Le texte est adopté, avec modifications, moins de deux mois plus tard par le Sénat (5 juillet 2023). Il est transféré dans la foulée à l’Assemblée nationale. Cette dernière le modifie et l’adopte le 17 octobre, entrainant un passage par la Commission mixte paritaire (CMP).
De multiples « inspirations », une « minutieuse » réécriture
Sept sénateurs et autant de députés se sont ainsi réunis pour « harmoniser les versions du texte, voté en des termes différents par les deux Chambres, et prendre en compte un certain nombre de remarques adressées à la France par la Commission européenne », précise LCP. Le texte a en effet « dû être minutieusement réécrit pour répondre aux exigences du droit européen », ajoute Le Monde.
L’accord trouvé fin mars par la CMP a été validé par le Sénat le 2 avril, puis par l’Assemblée nationale le 10 avril. Le texte est ainsi définitivement adopté. Pour suivre les différentes modifications du projet de loi, le Sénat propose un historique complet des différentes étapes.
Bien évidemment, le gouvernement se félicite pour cette adoption, tandis que La France Insoumise annonce un recours devant le Conseil constitutionnel. Les réactions sont nombreuses, notamment d’associations qui montent au créneau.
Mais de quoi s’agit-il exactement ? Selon le ministère de l’Économie, ce projet de loi était la résultante de plusieurs choses : les règlements européens DSA et DMA, « des travaux parlementaires sur l'exposition des mineurs aux contenus pornographiques et du rapport sur la souveraineté numérique », de consultations du Conseil national de la refondation et d’« initiatives prises pour réguler l'activité des influenceurs ».
« Protéger et outiller » : filtre anti-arnaque, bannissement des réseaux sociaux
Le gouvernement met en avant trois axes principaux. Le premier est de « protéger et outiller les citoyens français ». Il comporte deux éléments. Un filtre « anti-arnaque » contre les SMS ou mails frauduleux : « les Français recevront un message d’alerte lorsqu’ils s’apprêteront à se diriger vers un site malveillant après avoir reçu un SMS ou un courriel frauduleux ». Un décret doit venir apporter des précisions sur le dispositif.
Deuxième point : « exclure les cyberharceleurs des réseaux sociaux ». Emmanuel Macron voulait bannir les cyberharceleurs sur les réseaux sociaux sans passer par un juge, ce qui avait soulevé de nombreuses questions et une mise en garde de la Commission européenne par l’intermédiaire de Thierry Breton.

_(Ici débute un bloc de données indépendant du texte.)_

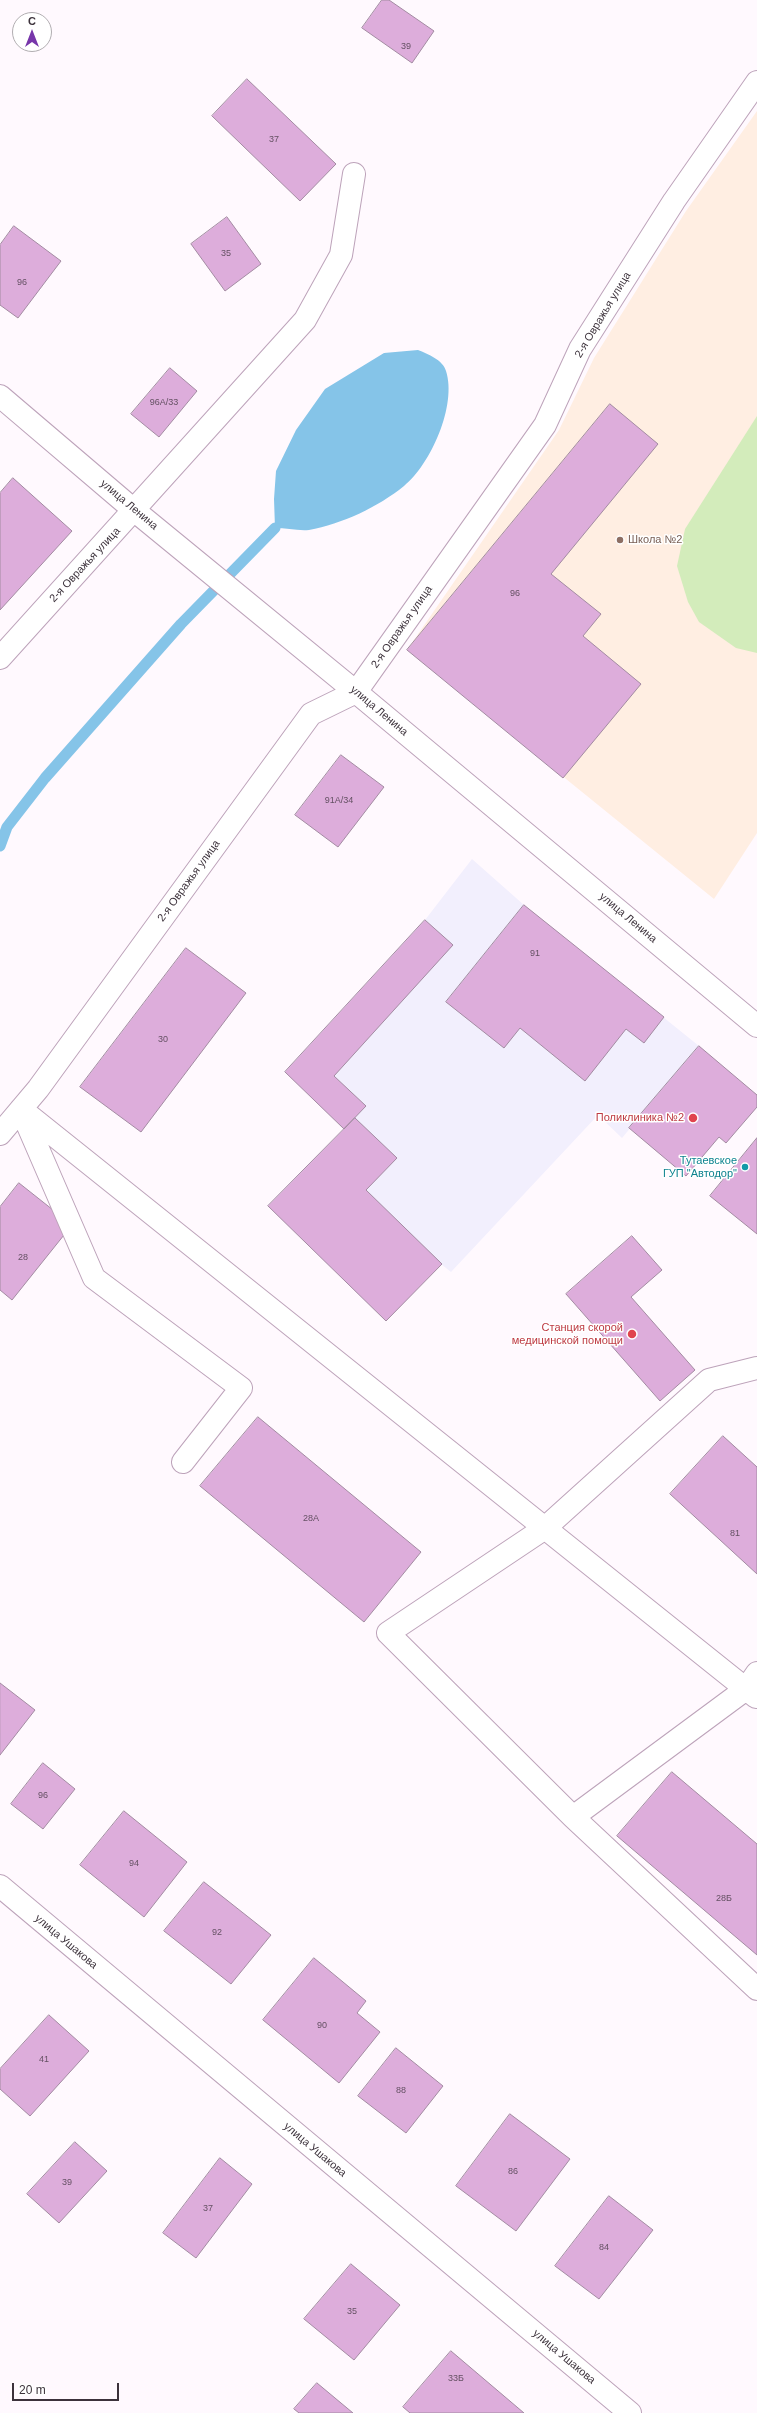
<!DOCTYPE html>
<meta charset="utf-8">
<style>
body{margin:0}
#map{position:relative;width:757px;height:2413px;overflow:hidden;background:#fff9fe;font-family:Helvetica,sans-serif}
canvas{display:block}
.north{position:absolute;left:12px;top:12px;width:40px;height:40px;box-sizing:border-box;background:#fff;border:1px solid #b1adb1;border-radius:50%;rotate:0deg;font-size:11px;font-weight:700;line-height:16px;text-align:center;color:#3c323b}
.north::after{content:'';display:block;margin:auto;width:14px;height:18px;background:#7736aa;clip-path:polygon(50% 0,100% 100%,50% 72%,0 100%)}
.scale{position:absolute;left:12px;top:2383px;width:107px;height:18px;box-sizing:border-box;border:2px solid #3c323b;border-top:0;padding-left:5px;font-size:12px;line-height:14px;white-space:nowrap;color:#3c323b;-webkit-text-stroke:3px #fff;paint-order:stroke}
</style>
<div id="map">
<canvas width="757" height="2413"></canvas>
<div class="north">С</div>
<div class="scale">20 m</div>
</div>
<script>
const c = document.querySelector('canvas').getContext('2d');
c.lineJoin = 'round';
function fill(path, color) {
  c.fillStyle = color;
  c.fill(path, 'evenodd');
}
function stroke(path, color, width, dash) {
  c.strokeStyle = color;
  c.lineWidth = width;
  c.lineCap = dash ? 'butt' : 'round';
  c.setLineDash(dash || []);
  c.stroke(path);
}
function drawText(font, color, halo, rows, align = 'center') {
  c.font = font + ' Helvetica,sans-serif';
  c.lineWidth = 3;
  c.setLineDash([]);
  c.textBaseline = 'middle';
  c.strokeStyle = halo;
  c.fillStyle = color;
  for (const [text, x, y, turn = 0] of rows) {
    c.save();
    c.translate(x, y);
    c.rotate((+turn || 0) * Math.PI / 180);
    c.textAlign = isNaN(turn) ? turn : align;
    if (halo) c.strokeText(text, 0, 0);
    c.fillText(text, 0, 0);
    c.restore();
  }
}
const industrial = new Path2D(`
 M472,859l52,46 175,141 -77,92 -24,-23 -147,157 -10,-8 -55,57 -118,-115 76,-77 -59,-57 140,-152z`);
const education = new Path2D(`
 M757,111v722l-43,66 -307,-249 152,-220 35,-72 92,-147z`);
const green = new Path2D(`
 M757,416v237l-21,-5 -37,-26 -11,-20 -11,-36 8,-37z`);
const water = new Path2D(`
 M418,350c10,4 25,10 28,21 11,34 -15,93 -42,115 -26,21 -62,38 -95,44 -11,1 -23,-2 -34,-2l-1,-29 2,-28 20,-41 29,-41 59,-36z`);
const stream = new Path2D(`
 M0,846l7,-19 38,-49 136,-154 94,-96`);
const building = new Path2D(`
 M382,0h7l45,31 -22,32 -50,-35z
 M247,79l89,85 -36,37 -88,-85z
 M227,217l34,47 -36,27 -34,-47z
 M14,226l47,35 -43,57 -18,-13v-60z
 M170,368l27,23 -38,46 -28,-23z
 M610,404l48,40 -107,130 50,40 -18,22 58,48 -78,94 -156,-128z
 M13,478l59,53 -72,79v-117z
 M341,755l43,32 -46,60 -43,-32z
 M524,905l140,112 -20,26 -18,-14 -41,52 -65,-53 -16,20 -58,-46z
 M425,920l28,25 -119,131 32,30 -22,23 -59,-57z
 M186,948l60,45 -105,139 -61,-45z
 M699,1046l58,49v12l-31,36 -7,-6 -33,39 -57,-48z
 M355,1118l42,40 -31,32 76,74 -56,57 -118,-115z
 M757,1138v96l-47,-38z
 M19,1183l53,42 -60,75 -12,-10v-83z
 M632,1236l30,34 -31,27 64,73 -35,31 -94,-107z
 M258,1417l163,135 -57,70 -164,-136z
 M723,1436l34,31v107l-87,-80z
 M0,1683l35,27 -35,45z
 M43,1763l32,26 -32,40 -32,-25z
 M672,1772l85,72v111l-140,-119z
 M124,1811l63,51 -43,55 -64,-52z
 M204,1882l67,53 -40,49 -67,-53z
 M314,1958l52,43 -9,12 23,19 -41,51 -76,-63z
 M49,2015l40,36 -59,65 -30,-27v-20z
 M396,2048l47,38 -37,47 -48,-37z
 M510,2114l60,45 -54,72 -60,-45z
 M75,2142l32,29 -48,52 -32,-29z
 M220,2158l32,26 -56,74 -33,-25z
 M609,2196l44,34 -54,69 -44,-33z
 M351,2264l49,41 -46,55 -50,-41z
 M451,2351l73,62h-114l-7,-6z
 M317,2383l36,30h-54l-5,-4z`);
const minor = new Path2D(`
 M0,396l135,115 221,181 401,334
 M0,658l305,-338 36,-65 13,-81
 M21,1109l735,588
 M22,1112l72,166 147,110 -58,74
 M0,1134l38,-45 273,-375 45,-22 189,-267 35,-76 94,-148 83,-119
 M757,1368l-48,12 -164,148 -157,105 185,184 173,-128 11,-16
 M573,1817l184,172
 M0,1886l630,527`);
const markers = [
 [620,540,4,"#8d6e63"],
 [693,1118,5,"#e0444e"],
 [745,1167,4,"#0f9aa8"],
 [632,1334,5,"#e0444e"]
];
const numberNames = [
 ["39",406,47],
 ["37",274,140],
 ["35",226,254],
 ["96",22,283],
 ["96А/33",164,403],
 ["96",515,594],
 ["91А/34",339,801],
 ["91",535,954],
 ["30",163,1040],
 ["28",23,1258],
 ["28А",311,1519],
 ["81",735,1534],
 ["96",43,1796],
 ["94",134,1864],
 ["28Б",724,1899],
 ["92",217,1933],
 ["90",322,2026],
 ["41",44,2060],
 ["88",401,2091],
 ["86",513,2172],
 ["39",67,2183],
 ["37",208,2209],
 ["84",604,2248],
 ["35",352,2312],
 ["33Б",456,2379]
];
const streetNames = [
 ["2-я Овражья улица",603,315,-59],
 ["улица Ленина",129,505,40],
 ["2-я Овражья улица",85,565,-47],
 ["2-я Овражья улица",402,627,-55],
 ["улица Ленина",379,711,40],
 ["2-я Овражья улица",189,881,-54],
 ["улица Ленина",628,918,40],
 ["улица Ушакова",66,1942,40],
 ["улица Ушакова",315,2150,40],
 ["улица Ушакова",564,2357,40]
];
const educationNames = [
 ["Школа №2",628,540]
];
const healthNames = [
 ["Поликлиника №2",684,1118],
 ["Станция скорой",623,1328],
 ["медицинской помощи",623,1341]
];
const cultureNames = [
 ["Тутаевское",737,1161],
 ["ГУП \"Автодор\"",737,1174]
];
fill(industrial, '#f2effd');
fill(education, '#ffeee2');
fill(green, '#d3ecbb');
fill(water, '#85c4e8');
stroke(stream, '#85c4e8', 11);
fill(building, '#ddaddb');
stroke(building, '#a38ba2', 1);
stroke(minor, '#bda3ba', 24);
stroke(minor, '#fff', 22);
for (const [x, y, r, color] of markers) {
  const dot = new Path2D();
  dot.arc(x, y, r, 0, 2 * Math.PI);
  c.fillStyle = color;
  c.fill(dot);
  stroke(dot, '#fff', 1.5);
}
drawText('9px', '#645163', null, numberNames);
drawText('11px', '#3c323b', '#fff', streetNames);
drawText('11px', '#785e54', '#fff', educationNames, 'left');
drawText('11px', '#be3a42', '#fff', healthNames, 'right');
drawText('11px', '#0d838f', '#fff', cultureNames, 'right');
</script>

Dans son dernier point après l’adoption du texte cette semaine, Vie Publique revient sur les conditions : « le juge pourra prononcer à leur encontre une peine complémentaire de suspension ou "peine de bannissement" des réseaux sociaux pour six mois (voire un an en cas de récidive) ». Et pour le réseau social qui ne bloquerait pas le compte suspendu, l’amende pourrait être de 75 000 euros.
« Les parlementaires ont élargi cette peine à d'autres infractions (dérives sectaires, entraves à l'avortement, menaces contre les élus…) et permis qu'elle soit prononcée comme alternative aux poursuites », précise le site officiel.
Nouveau délit d'outrage en ligne, avec amende forfaitaire délictuelle
Vie Publique précise que ce volet du projet de loi a été complété : un « nouveau délit d'outrage en ligne est créé, réprimant la diffusion de contenus injurieux, discriminatoires ou harcelants », avec une amende forfaitaire délictuelle (AFD) de 300 euros. Cette mesure avait été « introduite par le Sénat puis supprimée par l’Assemblée nationale car jugée trop dangereuse », explique La Quadrature du Net. Elle est revenue lors de la CMP.
Vie Publique rappelle que cette AFD « permet de prononcer une sanction pénale en l'absence de procès. La décision est prise par un policier, un gendarme ou un agent public habilité qui constate une infraction ». Cette procédure ne fait pas du tout l’unanimité et la Défenseure des droits a même recommandé il y a un an « d'y mettre fin ». Elle faisait état de nombreuses réclamations et parlait d’« atteintes majeures aux droits et à l'égalité engendrées par la procédure de l'AFD ». La « difficulté de contester l'amende » est notamment mise en avant.
« Situation intimidante hostile ou offensante » : une notion subjective ?
Ce n’est pas tout. Au-delà de l’AFD, le délit d’outrage en ligne peut monter jusqu’à 3 750 euros et un an de prison. Tel qu’écrit dans le projet de loi, il concerne le fait « de diffuser en ligne tout contenu qui soit porte atteinte à la dignité d’une personne ou présente à son égard un caractère injurieux, dégradant ou humiliant, soit crée à son encontre une situation intimidante, hostile ou offensante ».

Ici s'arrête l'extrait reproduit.